6 Opdat dit een teken zij onder ulieden; wanneer uw kinderen morgen vragen zullen, zeggende: Wat zijn u deze stenen?
これはあなたがたのうちに、しるしとなるであろう。後の日になって、あなたがたの子どもたちが、『これらの石は、どうしたわけですか』と問うならば、
7 Zo zult gij tot hen zeggen: Omdat de wateren van de Jordaan zijn afgesneden geweest voor de ark des verbonds des HEEREN; als zij toog door de Jordaan, werden de wateren van de Jordaan afgesneden; zo zullen deze stenen den kinderen Israels ter gedachtenis zijn tot in eeuwigheid.
その時あなたがたは彼らに、むかしヨルダンの水が、主の契約の箱の前で、せきとめられたこと、すなわちその箱がヨルダンを渡った時、ヨルダンの水が、せきとめられたことを告げなければならない。こうして、それらの石は永久にイスラエルの人々の記念となるであろう」。
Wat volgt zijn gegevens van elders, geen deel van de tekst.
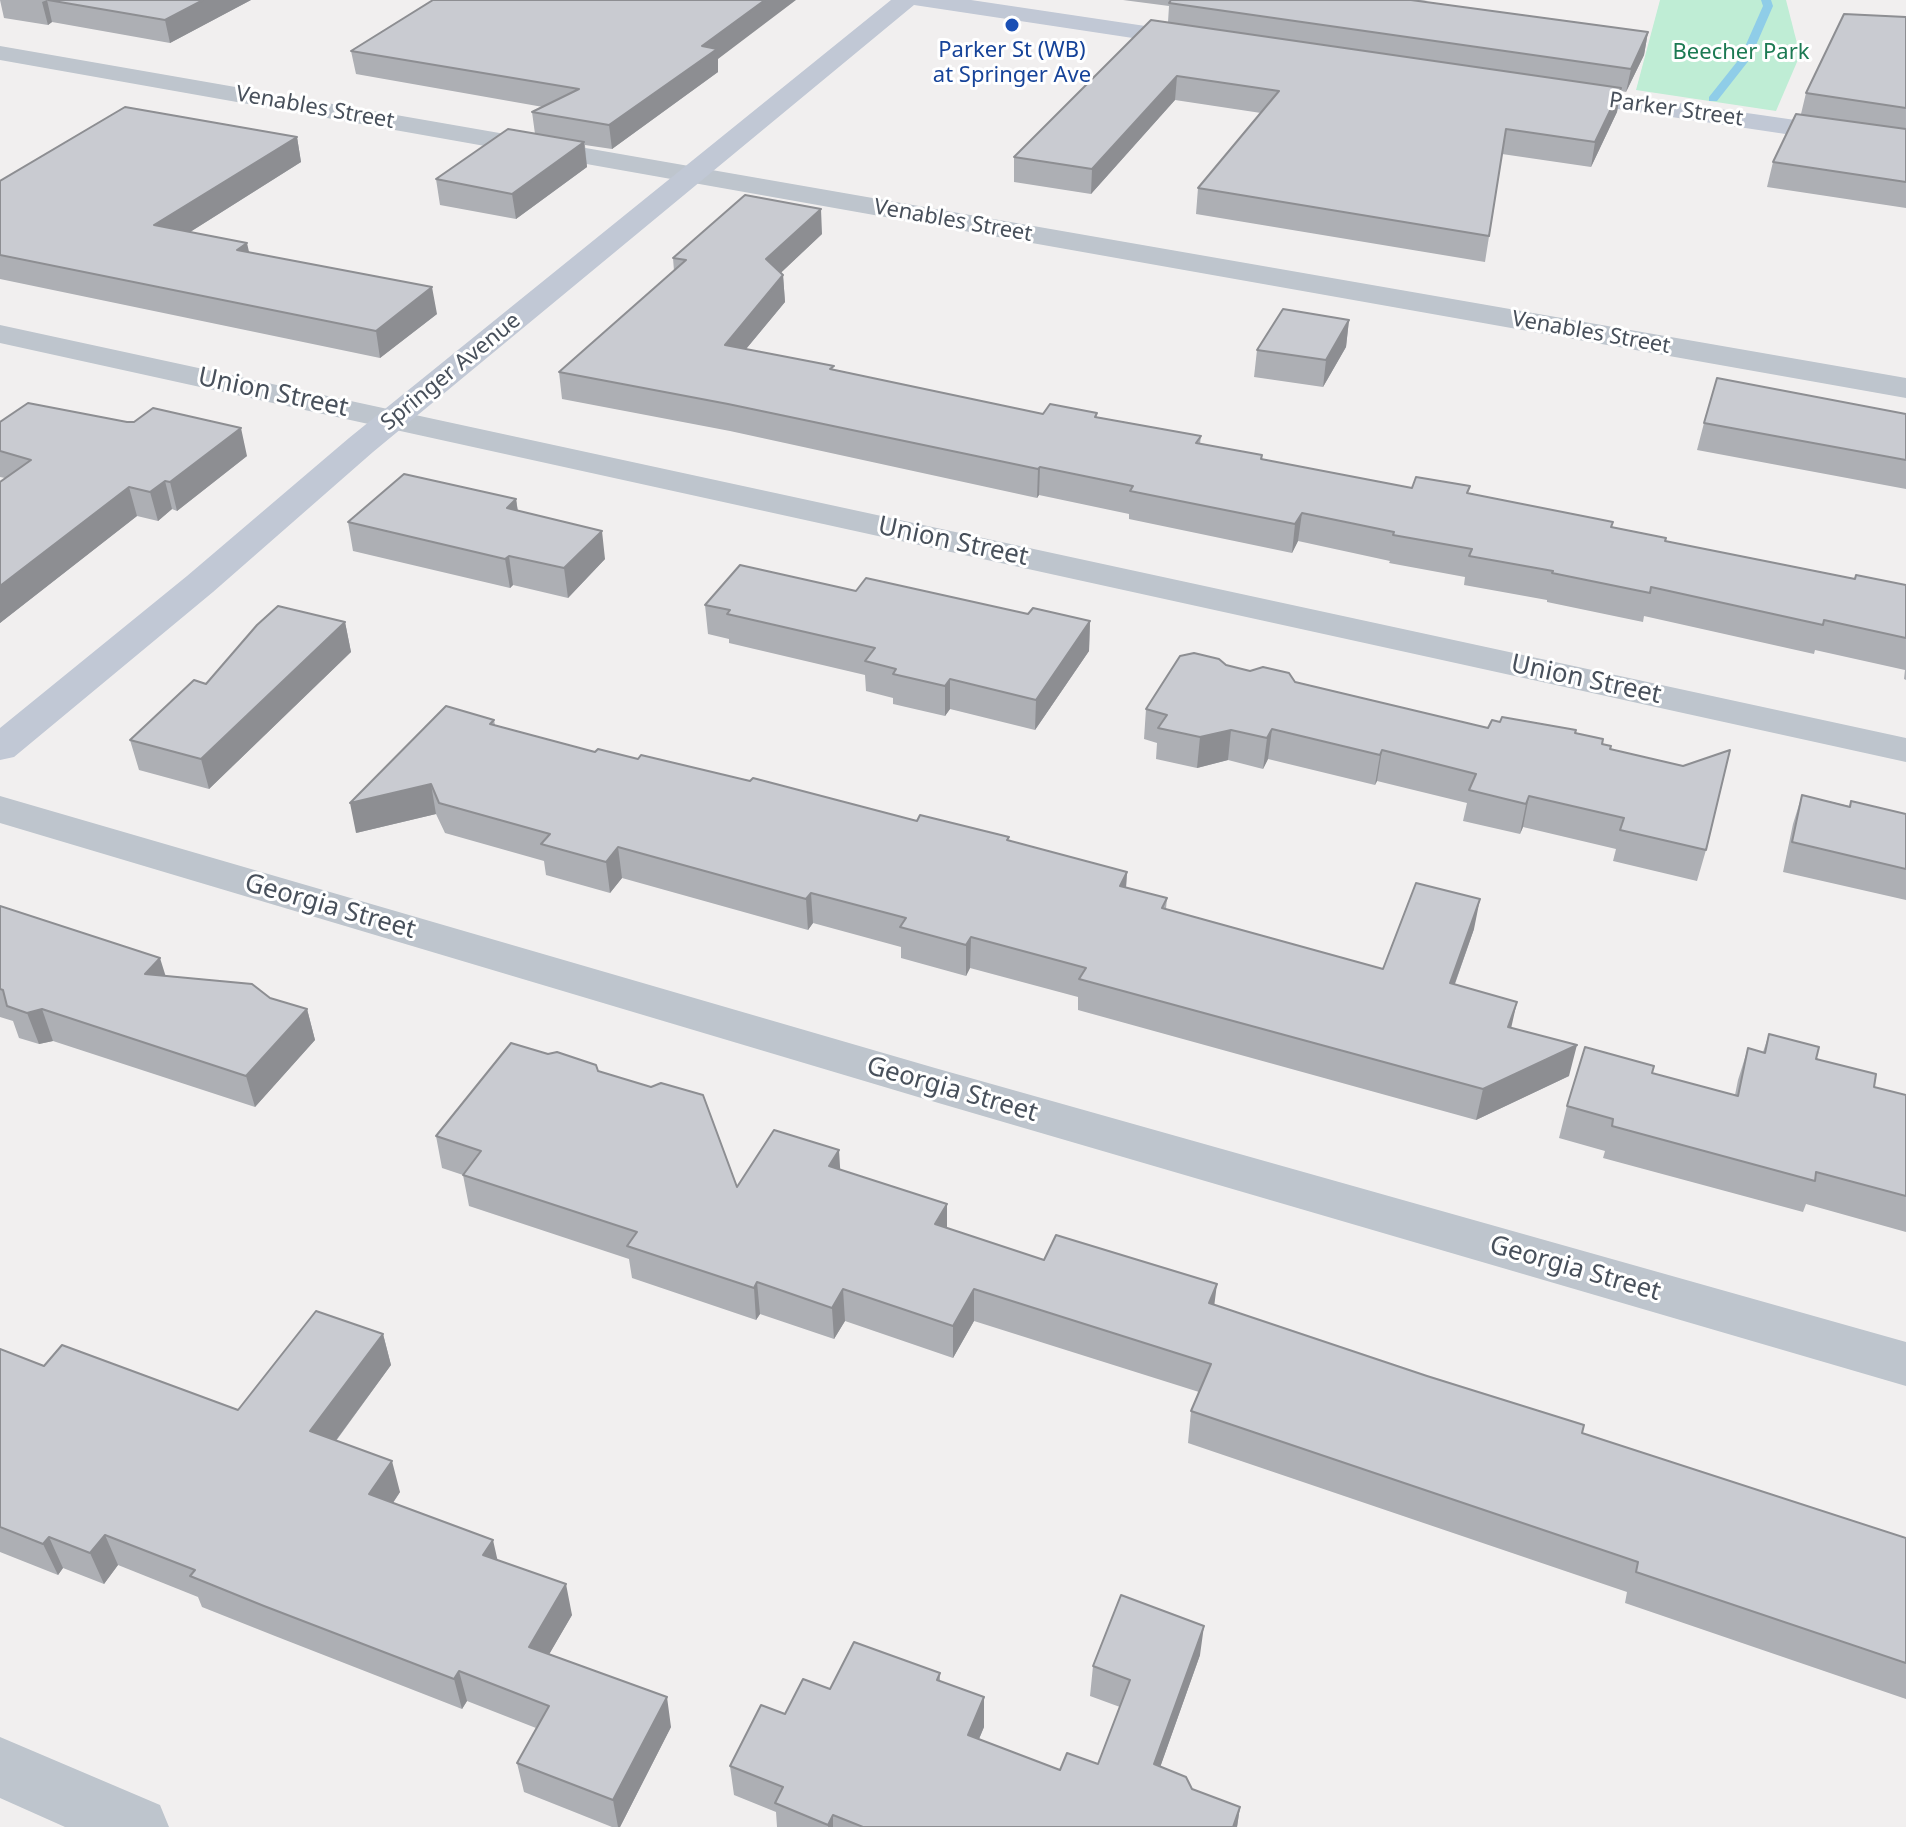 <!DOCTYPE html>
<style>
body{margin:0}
canvas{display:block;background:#f1efef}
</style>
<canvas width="1906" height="1827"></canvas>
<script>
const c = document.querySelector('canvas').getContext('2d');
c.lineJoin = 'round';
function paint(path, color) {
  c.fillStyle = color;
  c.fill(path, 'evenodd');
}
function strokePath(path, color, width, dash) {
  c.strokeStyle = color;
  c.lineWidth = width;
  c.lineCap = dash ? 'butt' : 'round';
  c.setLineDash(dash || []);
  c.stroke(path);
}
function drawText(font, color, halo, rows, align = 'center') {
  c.font = font + ' "Noto Sans",sans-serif';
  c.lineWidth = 6;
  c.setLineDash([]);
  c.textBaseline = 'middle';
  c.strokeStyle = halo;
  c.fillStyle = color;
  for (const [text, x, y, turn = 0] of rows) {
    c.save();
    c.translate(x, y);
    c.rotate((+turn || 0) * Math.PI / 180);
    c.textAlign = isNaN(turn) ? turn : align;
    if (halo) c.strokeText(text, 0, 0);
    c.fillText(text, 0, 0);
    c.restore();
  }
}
const green = new Path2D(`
 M1660,0h126l14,55 -24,56 -140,-21z`);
const stream = new Path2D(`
 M1761,0h10l2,6 -23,53 -33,42h-8v-4l31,-39 23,-52z`);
const street = new Path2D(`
 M0,46l1906,332v20l-1906,-338z
 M0,325l1906,413v24l-1906,-419z
 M0,796l935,272 971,274v44l-988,-289 -918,-274z
 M0,1737l160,68 9,22h-104l-65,-29z`);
const secondary = new Path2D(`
 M891,0h80l228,34 9,2 3,5 -3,5 -9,2 -285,-43 -541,447 -160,140 -199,165 -14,3v-32l187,-152 162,-138z
 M1560,86l346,50v16l-355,-53 -4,-5 4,-5z`);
const wall = new Path2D(`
 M0,0h251l-81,43 -118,-21 -4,3 -44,-7z
 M1123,0h305l-9,1 229,31 -4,23 -18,37 -5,-1 -4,21 -26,55 -89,-13 -17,108 -289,-48 2,-26 63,-75 -86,-13 -84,94 -77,-12v-25l154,-135 1,-16z
 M1906,17v191l-139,-21 6,-25 28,-48 5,-21z
 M351,51l367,8v13l-106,77 -27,-4 2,22 -71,52 -76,-14 -4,-26 99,-45 -3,-22 11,-5 -187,-33z
 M297,137l4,25 -111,70 247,82 -57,44 -380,-79v-98z
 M822,234l-42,39 3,2 2,27 -39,47 88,21 209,44 54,3 104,19 -1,8 62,11v4l150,29 56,6 198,47 189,38 51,6v95l-2,-1 1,-9 -90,-20 -1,4 -170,-38 -1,6 -96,-20v-2l-83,-15 1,-8 -76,-14 1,-2 -92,-20 -6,12 -163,-34v-5l-90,-19 -2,3 -307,-67 -168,-32 -3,-27 115,-101 -1,-13z
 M1349,320l-3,27 -23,40 -69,-10 3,-27z
 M1906,414v75l-209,-39 7,-27z
 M0,422l247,34 -70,55 -5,-2 -14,12 -21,-5 -137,107v-141l5,-4 -5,-1z
 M516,499l2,12 87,48 -37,39 -55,-13 -3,3 -157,-37 -5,-29z
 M856,591l172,23 62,7 -1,30 -54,79 -85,-21 -5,7 -52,-12v-6l-27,-7 -1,-16 -136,-32v-4l-21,-5 -3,-29z
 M345,622l6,30 -142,137 -70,-19 -9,-30 76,-56z
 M1226,665l262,63 12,-6 76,11 26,11 8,5 96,101 -9,31 -84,-20 3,-12 -93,-22 -3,7 -57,-13 4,-18 -90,-22 -2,4 -107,-26 -5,10 -35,-9 -31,8 -41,-9 1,-16 -13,-4 2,-30z
 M494,720l1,5 100,27 43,7 371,82 118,31 -1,16 41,10 -1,11 217,60 91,-40 -19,55 56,43 58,49 -93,44 -398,-110v-13l-108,-29 -4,8 -65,-18v-11l-88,-24 -5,7 -186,-52 -12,15 -64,-18 -2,-14 -99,-28 -9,-19 -80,19z
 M1802,795l47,11 2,-5 55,13v86l-123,-28 10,-48z
 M0,906l165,70 105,22 37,11 8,31 -60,67 -202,-66 -14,3 -20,-6 -6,-17 -13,-4z
 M1769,1034l105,53 32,8v137l-100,-28 -3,8 -200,-54 2,-7 -46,-13 8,-32 85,-33 83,22 3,-15 10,-32 15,4z
 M598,1071l139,116 103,-17 107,34v24l97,32 170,45 368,128 324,105v161l-281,-96 2,-11 -439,-149 3,-32 8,-19 -225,-71 -21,37 -108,-37 -11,18 -74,-25 -4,6 -124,-42 -3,-19 -160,-53 -6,-31 -21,-7 -6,-32z
 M383,1334l8,31 -55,76 64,51 -7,11 104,57 75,55 -23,39 122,73 -51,100h-8l-88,-35 -7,-29 19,-35 -69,-27 -5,8 -187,-73 -73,-29 -4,-10 -80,-32 -14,19 -41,-16 -5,7 -58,-23v-203l44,17 194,44z
 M1200,1655l-40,112 32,22 48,18 -3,20h-460l-1,-15 -42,-17 -4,-29 55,-52 45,-25 110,-16v8l44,16v30l-5,12 81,31 38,-6 22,-57 -30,-11 3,-30z`);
const shadedWall = new Path2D(`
 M47,0l5,22 -4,3 -6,-23z
 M203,0h48l-81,43 -5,-23z
 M765,0h31l-78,59v13l-106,77 -3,-24 93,-79z
 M1648,32l-4,23 -18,37 5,-23z
 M1177,76l-2,24 -84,94 1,-25z
 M1621,88l-4,24 -26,55 4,-25z
 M297,137l4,25 -141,89 -6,-26z
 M584,142l3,25 -71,52 -4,-25z
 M821,209l1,25 -55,52 -1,-27z
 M247,243l6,26 -16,-19z
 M783,275l2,27 -58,70 -2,-27z
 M432,287l5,27 -57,44 -4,-27z
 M1349,320l-3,27 -23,40 3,-27z
 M241,428l6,28 -70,55 -7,-29z
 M1040,467l-1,28 -2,3 1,-29z
 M165,481l7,28 -14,12 -8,-29z
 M129,487l8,29 -137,107v-37z
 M516,499l4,29 -13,-20z
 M1302,513l-4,28 -6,12 3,-29z
 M602,531l3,28 -37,39 -4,-30z
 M509,556l4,29 -3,3 -5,-29z
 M1090,621l-1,30 -54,79 1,-30z
 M345,622l6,30 -142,137 -8,-30z
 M950,679v30l-5,7v-30z
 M1272,729l-4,30 -5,10 4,-31z
 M1231,730l-3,30 -31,8 3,-31z
 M1382,750l-5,31 -2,4 5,-30z
 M431,784l5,30 -80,19 -6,-30z
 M1529,796l-6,31 -3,7 6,-30z
 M618,847l4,31 -12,15 -4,-31z
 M1127,872l-2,30 -5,-16z
 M811,893l2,30 -5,7 -2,-31z
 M1480,899l-6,30 -30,85 6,-31z
 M971,937l-1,31 -4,8v-31z
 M160,958l10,32 -25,-16z
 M1517,1002l-7,31 -2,-6z
 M42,1009l11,32 -14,3 -12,-31z
 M307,1009l8,31 -60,67 -9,-31z
 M1577,1045l-8,31 -93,44 7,-31z
 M839,1150l2,32 -12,-16z
 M947,1204v32l-12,-12z
 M757,1282l3,32 -4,6 -2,-32z
 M1217,1284l-4,31 -4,-12z
 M843,1289l2,32 -11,18 -2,-31z
 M974,1289v32l-21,37v-32z
 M383,1334l8,31 -71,97 -10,-31z
 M392,1461l8,31 -22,33 -9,-31z
 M105,1535l13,30 -14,19 -14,-31z
 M49,1537l14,31 -5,7 -15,-31z
 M493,1540l7,31 -17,-16z
 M566,1584l6,31 -36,62 -7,-30z
 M1204,1626l-4,29 -49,138 3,-29z
 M459,1671l8,30 -5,8 -8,-30z
 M667,1697l4,30 -51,100h-2l-5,-27z
 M984,1697v30l-16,38v-30z
 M1240,1807l-3,20h-4z
 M833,1815v12h-5v-2z`);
const building = new Path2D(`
 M48,0h155l-38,20z
 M433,0h332l-63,46 15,3 -108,76 -77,-13 47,-23 -228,-38z
 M1171,0h240l237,32 -17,37 -462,-66z
 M1844,14l62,3v91l-100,-15z
 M1151,20l470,68 -26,54 -89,-13 -17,107 -291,-48 81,-97 -102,-15 -85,93 -78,-12z
 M125,107l172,30 -143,88 93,18 -10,7 195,37 -56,44 -376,-76v-74z
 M1796,114l110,15v53l-133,-20z
 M508,129l76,13 -72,52 -76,-15z
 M745,195l76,14 -55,50 17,16 -58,70 109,21 -4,3 213,45 7,-10 47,9 -2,4 106,19 -5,7 66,12 -1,4 151,29 4,-11 54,9 -3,7 146,29 -2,5 55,11 -1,3 190,38 1,-4 50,10v53l-82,-18 -1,5 -172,-38 -1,6 -98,-20 1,-2 -84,-15 3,-7 -79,-14 1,-3 -92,-19 -7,11 -165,-33 3,-5 -93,-19 -2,2 -310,-65 -169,-32 127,-112 -13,-2z
 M1283,309l66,11 -23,40 -69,-10z
 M1717,378l189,36v46l-202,-37z
 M28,403l99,19h7l19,-14 88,20 -71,54 -5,-1 -15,11 -21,-5 -129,99v-104l31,-22 -31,-9v-29z
 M404,474l112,25 -9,9 95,23 -38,37 -55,-12 -4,3 -157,-37z
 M740,565l116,26 10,-13 162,36 5,-6 57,13 -54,79 -86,-21 -5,7 -52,-12 3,-5 -31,-8 10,-13 -148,-34 3,-4 -25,-5z
 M278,606l67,16 -144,137 -71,-19 64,-60 12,4 51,-59z
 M1194,653l25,6 7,6 24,6 13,-4 26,6 6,9 193,46 4,-8 8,2 2,-5 74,13 -1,3 28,6 -1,5 9,2 -1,3 73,17 47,-16 -24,100 -86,-20 4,-12 -95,-22 -3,8 -57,-14 7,-16 -94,-24 -2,5 -108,-26 -5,9 -36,-8 -31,7 -42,-9 9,-13 -21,-6 34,-53z
 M446,706l48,14 -4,4 105,28 3,-3 40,10 3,-4 109,26 3,-3 164,43 3,-6 89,22 -2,3 120,32 -7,14 47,12 -5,10 221,61 33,-86 64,16 -30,84 67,19 -9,25 69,18 -94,44 -404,-110 7,-11 -115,-31 -5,8 -66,-18 6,-9 -95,-25 -5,6 -188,-52 -12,15 -65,-18 9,-10 -111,-31 -8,-19 -81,19z
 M1802,795l48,12 1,-6 55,13v55l-114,-27z
 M0,906l160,52 -15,16 107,10 18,14 37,11 -61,67 -204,-67 -15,4 -20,-7 -4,-16 -3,-1z
 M1769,1034l50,13 -3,12 60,15 -2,13 32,8v101l-90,-24 -1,9 -203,-55 1,-7 -46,-13 18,-59 69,19 -2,7 86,23 10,-48 17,5z
 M511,1043l37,11 9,-2 39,13 2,6 53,16 10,-4 42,12 34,92 37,-57 65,20 -10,16 118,38 -12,20 109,36 12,-25 161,49 -8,19 218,73 157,49 -2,8 324,105v125l-270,-91 2,-10 -447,-151 20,-47 -237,-75 -21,37 -110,-37 -11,19 -75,-26 -3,6 -127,-42 10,-14 -174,-57 18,-24 -45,-15z
 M316,1311l67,23 -73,97 82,30 -23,33 124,46 -10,15 83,29 -37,63 138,50 -54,103 -96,-37 32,-57 -90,-35 -5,8 -190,-73 -74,-30 5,-6 -90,-35 -15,18 -41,-16 -6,7 -43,-17v-178l44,17 18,-21 176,65z
 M1121,1595l83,31 -50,138 32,13 6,12 48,18 -7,20h-370l-30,-12 -5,10 -53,-22 8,-16 -53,-21 31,-61 24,9 18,-35 27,10 24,-47 86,31 -3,7 47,17 -16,38 92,35 7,-17 31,11 32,-84 -37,-14z`);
const markers = [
 [1012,25,8,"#1a4fb4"]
];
const farTransitnames = [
 ["Parker St (WB)",1012,51],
 ["at Springer Ave",1012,76]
];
const farParknames = [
 ["Beecher Park",1741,53]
];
const farStreetnames = [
 ["Venables Street",315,108,10],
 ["Parker Street",1676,110,8],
 ["Venables Street",953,221,10],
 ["Venables Street",1591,333,10],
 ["Springer Avenue",451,372,-39]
];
const streetNames = [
 ["Union Street",273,393,12],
 ["Union Street",953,542,12],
 ["Union Street",1586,680,12],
 ["Georgia Street",330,907,16],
 ["Georgia Street",952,1090,16],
 ["Georgia Street",1575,1269,16]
];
paint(green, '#bfedd5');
paint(stream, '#8fcde8');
paint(street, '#bec5cd');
paint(secondary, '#c1c8d5');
paint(wall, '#adafb4');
paint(shadedWall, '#8d8e92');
paint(building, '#c9cbd1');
strokePath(building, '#8d8e92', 2);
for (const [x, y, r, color] of markers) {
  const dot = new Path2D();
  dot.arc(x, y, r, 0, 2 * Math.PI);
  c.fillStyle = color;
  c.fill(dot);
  strokePath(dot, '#fff', 3);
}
drawText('22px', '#164399', '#fff', farTransitnames);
drawText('22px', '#1c7a53', '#fff', farParknames);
drawText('22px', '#48505b', '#fff', farStreetnames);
drawText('26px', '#48505b', '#fff', streetNames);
</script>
8 De kinderen Israels nu deden alzo, gelijk als Jozua geboden had; en zij namen twaalf stenen op midden uit de Jordaan, gelijk als de HEERE tot Jozua gesproken had, naar het getal der stammen van de kinderen Israels; en zij brachten ze met zich over naar het nachtleger, en stelden ze aldaar.
イスラエルの人々はヨシュアが命じたようにし、主がヨシュアに言われたように、イスラエルの人々の部族の数にしたがって、ヨルダンの中から十二の石を取り、それを携えて渡り、彼らの宿る場所へ行って、そこにすえた。
9 Jozua richtte ook twaalf stenen op, midden in de Jordaan, ter standplaats van de voeten der priesteren, die de ark des verbonds droegen; en zij zijn daar tot op dezen dag.
ヨシュアはまたヨルダンの中で、契約の箱をかく祭司たちが、足を踏みとどめた所に、十二の石を立てたが、今日まで、そこに残っている。
10 De priesters nu, die de ark droegen, stonden midden in de Jordaan, totdat alle ding volbracht was, hetwelk de HEERE Jozua geboden had het volk aan te zeggen, naar al wat Mozes Jozua geboden had. En het volk haastte, en het trok over.
箱をかく祭司たちは、主がヨシュアに命じて、民に告げさせられた事が、すべて行われてしまうまで、ヨルダンの中に立っていた。すべてモーセがヨシュアに命じたとおりである。民は急いで渡った。
11 En het geschiedde, als al het volk geeindigd had over te gaan, toen ging de ark des HEEREN over, en de priesters voor het aangezicht des volks.
民がみな渡り終った時、主の箱と祭司たちとは、民の見る前で渡った。
12 En de kinderen van Ruben, en de kinderen van Gad, mitsgaders de halve stam van Manasse, trokken gewapend voor het aangezicht der kinderen Israels, gelijk als Mozes tot hen gesproken had.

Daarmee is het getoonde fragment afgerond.